Depois da retomada “mais lenta”, a ameaça da recessão

Cida Damasco

30 de maio de 2019 | 10h38

Continua a corrida para “acertar” as projeções do PIB no encerramento do ano. Segundo a pesquisa Focus, a aposta é de um avanço modesto de 1,23%, mas já há quem mire 1% ou até menos. Não que o resultado do primeiro trimestre divulgado pelo IBGE, com uma queda de 0,2% sobre o anterior e uma alta de 0,5% sobre igual período de 2018, estivesse fora das planilhas de investidores, economistas, empresários e políticos. Mas parece que a confirmação oficial de novo recuo da economia funciona como um aval para a revisão das estimativas que circulam especialmente pelos mercados.
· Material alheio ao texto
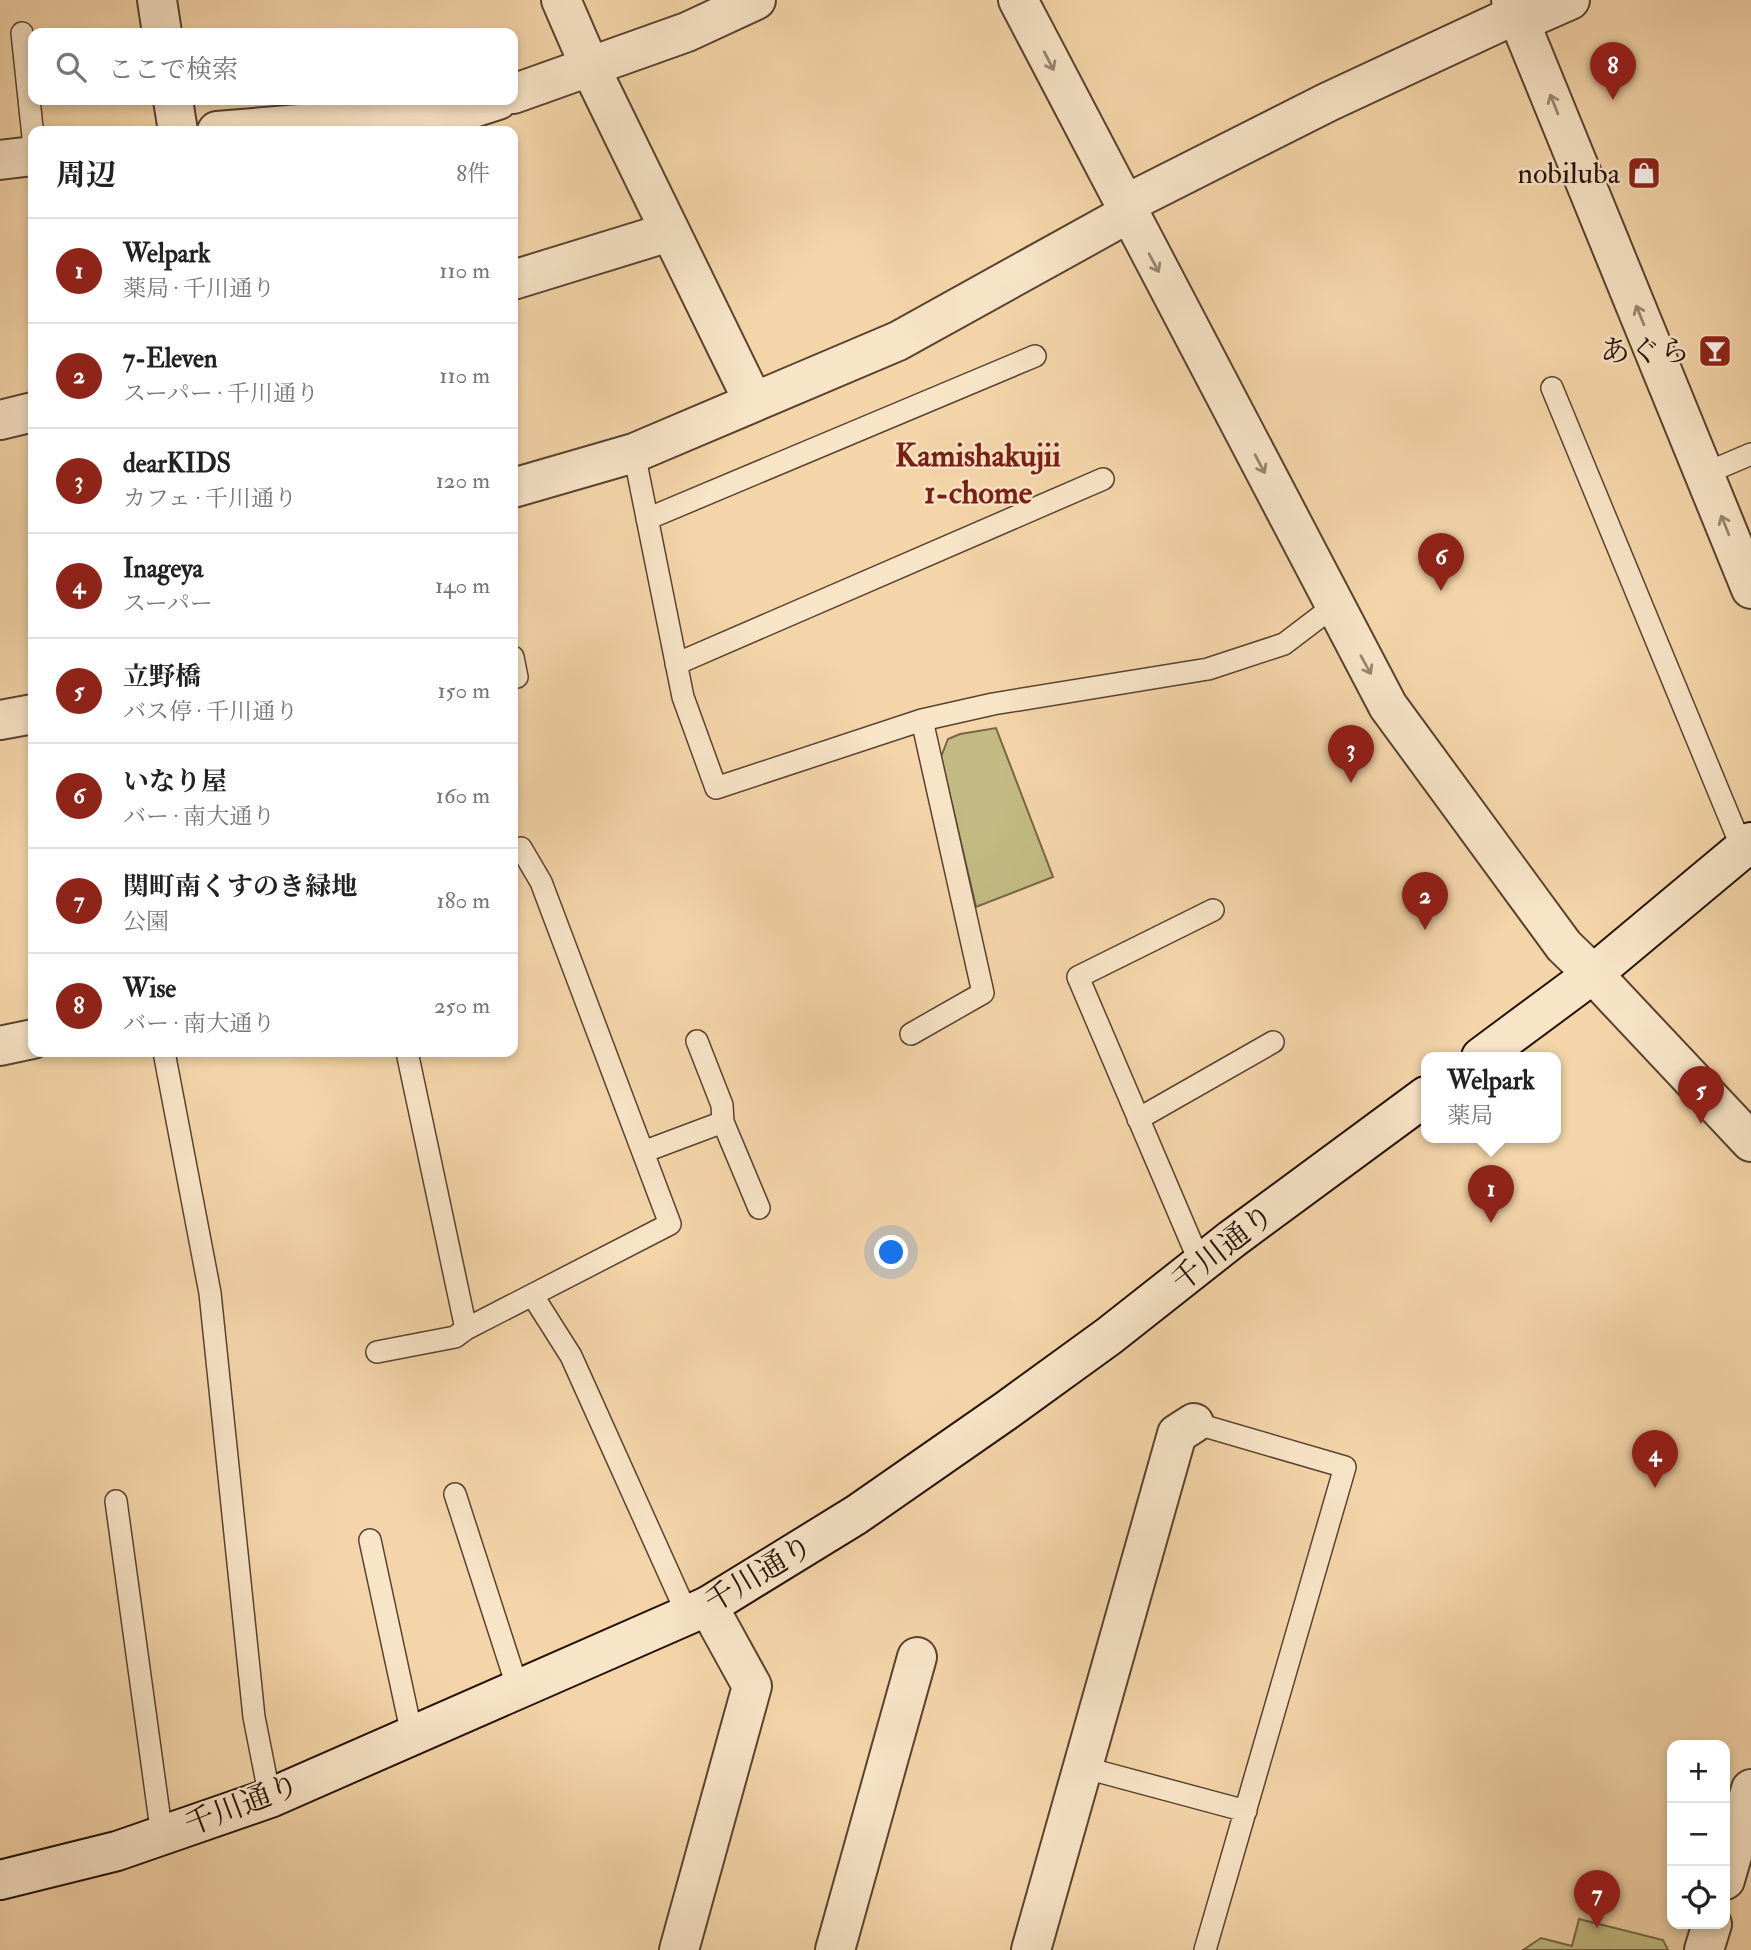 <!DOCTYPE html>
<html lang="ja">
<meta charset="utf-8">
<style>
:root{--surface:#fff;--page:#f2f2f2;--text:#222;--muted:#767676;--line:#e0e0e0;--accent:#8f2418}
body{margin:0;font-family:"IM FELL Double Pica","Noto Serif JP",serif;background:var(--page);color:var(--text)}
.controls{position:absolute;right:21px;bottom:21px;display:grid;overflow:hidden;border-radius:14px;box-shadow:0 4px 10px #0003}
.controls button{width:63px;height:63px;display:grid;place-items:center;padding:0;border:0;border-bottom:2px solid var(--line);background:var(--surface);color:var(--text);font:35px sans-serif}
.you{position:absolute;left:892px;top:1253px;width:24px;height:24px;margin:-18px;border:5px solid #fff;border-radius:50%;background:#1a73e8;box-shadow:0 0 0 10px #1a73e833}
.badge{display:grid;place-items:center;width:46px;height:46px;border-radius:50%;background:var(--accent);color:#fff;font-size:23px;font-weight:700}
.pin{position:absolute;translate:-50% -58px;filter:drop-shadow(0 2px 4px #0008)}
.pin::after{content:'';position:absolute;top:37px;width:24px;height:21px;background:inherit;clip-path:polygon(0 0,100% 0,50% 100%)}
.popup{position:absolute;left:1421px;top:1052px;width:140px;height:91px;box-sizing:border-box;display:grid;place-content:center;border-radius:14px;background:var(--surface);filter:drop-shadow(0 2px 5px #0005);font-size:23px;white-space:nowrap;color:var(--muted)}
.popup b{font-size:26px;color:var(--text)}
.popup::after{content:'';position:absolute;left:50%;top:100%;margin-left:-14px;border:14px solid transparent;border-top-color:var(--surface)}
.list{margin:0;padding:0;list-style:none}
h2{display:flex;justify-content:space-between;align-items:center;height:91px;margin:0;padding:0 28px;font-size:30px}
h2 small{font-size:23px;font-weight:400;color:var(--muted)}
.list li{display:grid;grid-template-columns:46px 1fr auto;gap:21px;align-items:center;box-sizing:border-box;height:105px;padding:0 28px;border-top:2px solid var(--line)}
.list b{display:block;font-size:26px;white-space:nowrap}
.list p{margin:0;font-size:23px;white-space:nowrap;color:var(--muted)}
.list em{font-size:23px;font-style:normal;color:var(--muted)}
.icon{flex:none;width:38px;height:38px;fill:none;stroke:currentColor;stroke-width:2;stroke-linecap:round;stroke-linejoin:round}
.map{position:relative;flex:none;width:1751px;height:1950px;overflow:hidden}
.search{position:absolute;background:var(--surface);box-shadow:0 4px 10px #0003;left:28px;top:28px;width:490px;height:77px;display:flex;align-items:center;gap:18px;box-sizing:border-box;padding:0 24px;border-radius:14px;color:var(--muted);font-size:26px}
.panel{position:absolute;background:var(--surface);box-shadow:0 4px 10px #0003;left:28px;top:126px;width:490px;height:931px;border-radius:14px}
.map>svg:first-child{display:block}
.green{fill:#c3bb83;stroke:#746646;stroke-width:2}
.lines{fill:none;stroke-linecap:round;stroke-linejoin:round}
.service-casing{stroke:#584330;stroke-width:24}
.minor-casing{stroke:#584330;stroke-width:42}
.tertiary-casing{stroke:#584330;stroke-width:42}
.secondary-casing{stroke:#241208;stroke-width:42}
.service{stroke:#f8e4c7;stroke-width:21}
.minor{stroke:#f8e4c7;stroke-width:38}
.tertiary{stroke:#f8e4c7;stroke-width:38}
.secondary{stroke:#f8e4c7;stroke-width:38}
.oneway{stroke:#998671}
.labels{text-anchor:middle;dominant-baseline:central;stroke-width:5;stroke-linejoin:round;paint-order:stroke}
.poi-label{font-size:30px;fill:#241208;stroke:#f8e4c7;text-anchor:end}
.street-label{font-size:30px;fill:#241208;stroke:#f8e4c7}
.neighbourhood-label{font-size:32px;font-weight:bold;fill:#7a1f14;stroke:#f8e4c7}
</style>
<div class="map">
<svg width="1751" height="1950" viewBox="0 0 1751 1950">
<rect width="100%" height="100%" fill="#f4d5a9"/>
<filter id="stains"><feTurbulence type="fractalNoise" baseFrequency=".00286" numOctaves="4"/><feColorMatrix values="0 0 0 0 .2 0 0 0 0 .09 0 0 0 0 .02 0 0 0 .5 -.17"/></filter>
<radialGradient id="worn" r=".72"><stop offset=".6" stop-color="#630" stop-opacity="0"/><stop offset="1" stop-color="#630" stop-opacity=".3"/></radialGradient>
<path class="green" d="M996 728 1053 877 976 907 941 757 948 739 960 734Z
M1579 1919 1663 1940 1668 1950H1523L1541 1938 1572 1946Z"/>
<g class="lines">
<defs>
<path id="service" d="M22 33 33 137
M1552 388 1742 848
M634 453 683 697 716 788 922 720 993 704 1208 669 1284 644 1334 606
M1704 474 1751 454
M647 519 1035 356
M513 657 517 677
M676 664 1103 479
M911 1034 983 993 922 720
M164 1052 210 1293 254 1717 270 1798
M407 1052 466 1329 670 1224 541 882 521 848 513 851
M1138 1119 1273 1042
M723 1122 759 1208
M643 1152 723 1122 722 1105 697 1041
M1201 1265 1078 977 1213 910
M533 1296 571 1356 688 1616
M377 1352 455 1337 466 1329
M1194 1423 1345 1467 1205 1950
M455 1494 518 1689
M116 1501 162 1836
M370 1540 412 1735
M1082 1767 1246 1811"/>
<path id="minor" d="M157 0 162 33
M561 0 590 67 753 401
M1018 0 1388 706 1564 946 1593 974
M1511 0 1751 589
M1520 22 1570 0
M513 94 687 32 756 0
M173 100 178 131
M217 131 467 110 498 100
M0 160 33 156
M1124 205 1328 102 1517 14
M513 280 669 232
M0 420 33 412
M513 488 634 453 898 341 1129 213
M0 720 33 714
M0 1046 33 1039
M679 1950 752 1686 708 1606
M835 1950 917 1657
M1031 1950 1177 1434 1194 1423"/>
<path id="tertiary" d="M1593 974 1751 1142
M1725 1880 1751 1789
M1704 1950 1712 1924"/>
<path id="secondary" d="M1481 1057 1593 974 1751 842
M0 1880 117 1851 270 1798 708 1606 856 1515 1007 1410 1109 1336 1232 1239 1426 1096"/>
</defs>
<use href="#service" class="service-casing"/>
<use href="#minor" class="minor-casing"/>
<use href="#tertiary" class="tertiary-casing"/>
<use href="#secondary" class="secondary-casing"/>
<use href="#service" class="service"/>
<use href="#minor" class="minor"/>
<use href="#tertiary" class="tertiary"/>
<use href="#secondary" class="secondary"/>
</g>
<defs><path id="oneway-shaft" d="M-6 0H5M1.5-3L5.5 0L1.5 3" fill="none" stroke-width="1.6" stroke-linecap="round" stroke-linejoin="round" transform="scale(1.75)"/></defs>
<g class="oneway">
<use href="#oneway-shaft" transform="translate(1049 61) rotate(63)"/>
<use href="#oneway-shaft" transform="translate(1554 104) rotate(-112)"/>
<use href="#oneway-shaft" transform="translate(1154 263) rotate(62)"/>
<use href="#oneway-shaft" transform="translate(1640 315) rotate(-112)"/>
<use href="#oneway-shaft" transform="translate(1260 464) rotate(62)"/>
<use href="#oneway-shaft" transform="translate(1725 525) rotate(-112)"/>
<use href="#oneway-shaft" transform="translate(1366 665) rotate(61)"/>
</g>
<defs>
<symbol id="shop-square" viewBox="-11 -11 22 22"><rect x="-9" y="-9" width="18" height="18" rx="4" fill="#8f2418" stroke="#f8e4c7"/><path d="M-5-2.5h2.3a2.7 3.5 0 0 1 5.4 0H5L5.5 6h-11ZM-1.5-2.5h3a1.5 2.3 0 0 0-3 0Z" fill="#fff"/></symbol>
<symbol id="bar-square" viewBox="-11 -11 22 22"><rect x="-9" y="-9" width="18" height="18" rx="4" fill="#8f2418" stroke="#f8e4c7"/><path d="M-6-5H6L.8 .8V4.5H3.5V6h-7V4.5H-.8V.8Z" fill="#fff"/></symbol>
</defs>
<g fill-rule="evenodd">
<use href="#shop-square" x="1625" y="154" width="38" height="38"/>
<use href="#bar-square" x="1696" y="332" width="38" height="38"/>
</g>
<g class="labels">
<g class="poi-label">
<text x="1620" y="173">nobiluba</text>
<text x="1690" y="351">あぐら</text>
</g>
<g class="street-label">
<text transform="translate(1223 1248) rotate(-38)">千川通り</text>
<text transform="translate(759 1574) rotate(-31)">千川通り</text>
<text transform="translate(242 1805) rotate(-21)">千川通り</text>
</g>
<g class="neighbourhood-label">
<text x="978" y="456">Kamishakujii<tspan x="978" dy="37">1-chome</tspan></text>
</g>
</g>
<rect width="100%" height="100%" filter="url(#stains)"/>
<rect width="100%" height="100%" fill="url(#worn)"/>
</svg>
<div class="controls">
<button>+</button>
<button>−</button>
<button><svg class="icon" aria-label="locate" viewBox="0 0 24 24"><circle cx="12" cy="12" r="6"/><path d="M12 2v4M12 18v4M2 12h4M18 12h4"/></svg></button>
</div>
<div class="you"></div>
<div class="pin badge" style="left:1491px;top:1223px">1</div>
<div class="popup"><b>Welpark</b>薬局</div>
<div class="pin badge" style="left:1425px;top:930px">2</div>
<div class="pin badge" style="left:1351px;top:783px">3</div>
<div class="pin badge" style="left:1655px;top:1488px">4</div>
<div class="pin badge" style="left:1701px;top:1124px">5</div>
<div class="pin badge" style="left:1441px;top:591px">6</div>
<div class="pin badge" style="left:1597px;top:1928px">7</div>
<div class="pin badge" style="left:1613px;top:100px">8</div>
<div class="search"><svg class="icon" aria-label="search" viewBox="0 0 24 24"><circle cx="10" cy="10" r="6"/><path d="M15 15l6 6"/></svg>ここで検索</div>
<section class="panel">
<h2>周辺<small>8件</small></h2>
<ul class="list">
<li><span class="badge">1</span><div><b>Welpark</b><p>薬局 · 千川通り</p></div><em>110 m</em></li>
<li><span class="badge">2</span><div><b>7-Eleven</b><p>スーパー · 千川通り</p></div><em>110 m</em></li>
<li><span class="badge">3</span><div><b>dearKIDS</b><p>カフェ · 千川通り</p></div><em>120 m</em></li>
<li><span class="badge">4</span><div><b>Inageya</b><p>スーパー</p></div><em>140 m</em></li>
<li><span class="badge">5</span><div><b>立野橋</b><p>バス停 · 千川通り</p></div><em>150 m</em></li>
<li><span class="badge">6</span><div><b>いなり屋</b><p>バー · 南大通り</p></div><em>160 m</em></li>
<li><span class="badge">7</span><div><b>関町南くすのき緑地</b><p>公園</p></div><em>180 m</em></li>
<li><span class="badge">8</span><div><b>Wise</b><p>バー · 南大通り</p></div><em>250 m</em></li>
</ul>
</section>
</div>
Ninguém recorre mais a eufemismos do tipo “retomada mais lenta”. É queda mesmo e palavras ainda mais amargas, como estagnação, recessão e depressão, começam a ser utilizadas para qualificar o ciclo atual da economia brasileira. Desfaz-se também a ilusão de que a simples mudança de governo despertaria a confiança de consumidores e o “espírito animal” dos empresários, que trariam um mar de investimentos para a economia brasileira.

Prova é que, sob o ângulo da demanda, foram justamente os investimentos que tiveram baixa expressiva de janeiro a março — 1,7% sobre o trimestre anterior, em comparação com redução de 1,9% nas exportações, e altas de 0,3% no consumo das famílias e de 0,4% no consumo do governo. Pelo critério da oferta, só o setor de serviços registrou um desempenho positivo e assim mesmo medíocre — alta de 0,2%, frente a baixas de 0,7% na indústria e 0,5% na agropecuária.

A hora é de “cair na real”, reconhecer que, em termos de crescimento, 2019 já se foi e discutir com mentes abertas as saídas para essa crise dramática. Nesse sentido, começa a ser abandonada a retórica de que a aprovação da reforma da Previdência, por si só, acabaria imediatamente com as nuvens carregadas que ameaçam o cenário econômico.

É indiscutível que, sem uma reforma da Previdência, não dá nem para pensar em voltar a crescer. Mas esse efeito não será imediato e também poderá ser mais fraco do que se promete, caso não venham outras mudanças, como a tributária. Já há uma experiência frustrada com a reforma trabalhista, que alguns defensores mais exaltados “venderam”, à época, como necessária para destravar o mercado e, por tabela, criar novos postos. Não foi o que se viu. Novas vagas são raras e concentram-se no preocupante terreno da informalidade. Com a atividade econômica estagnada, mais de 13 milhões de pessoas continuam sem ocupação em todo o País.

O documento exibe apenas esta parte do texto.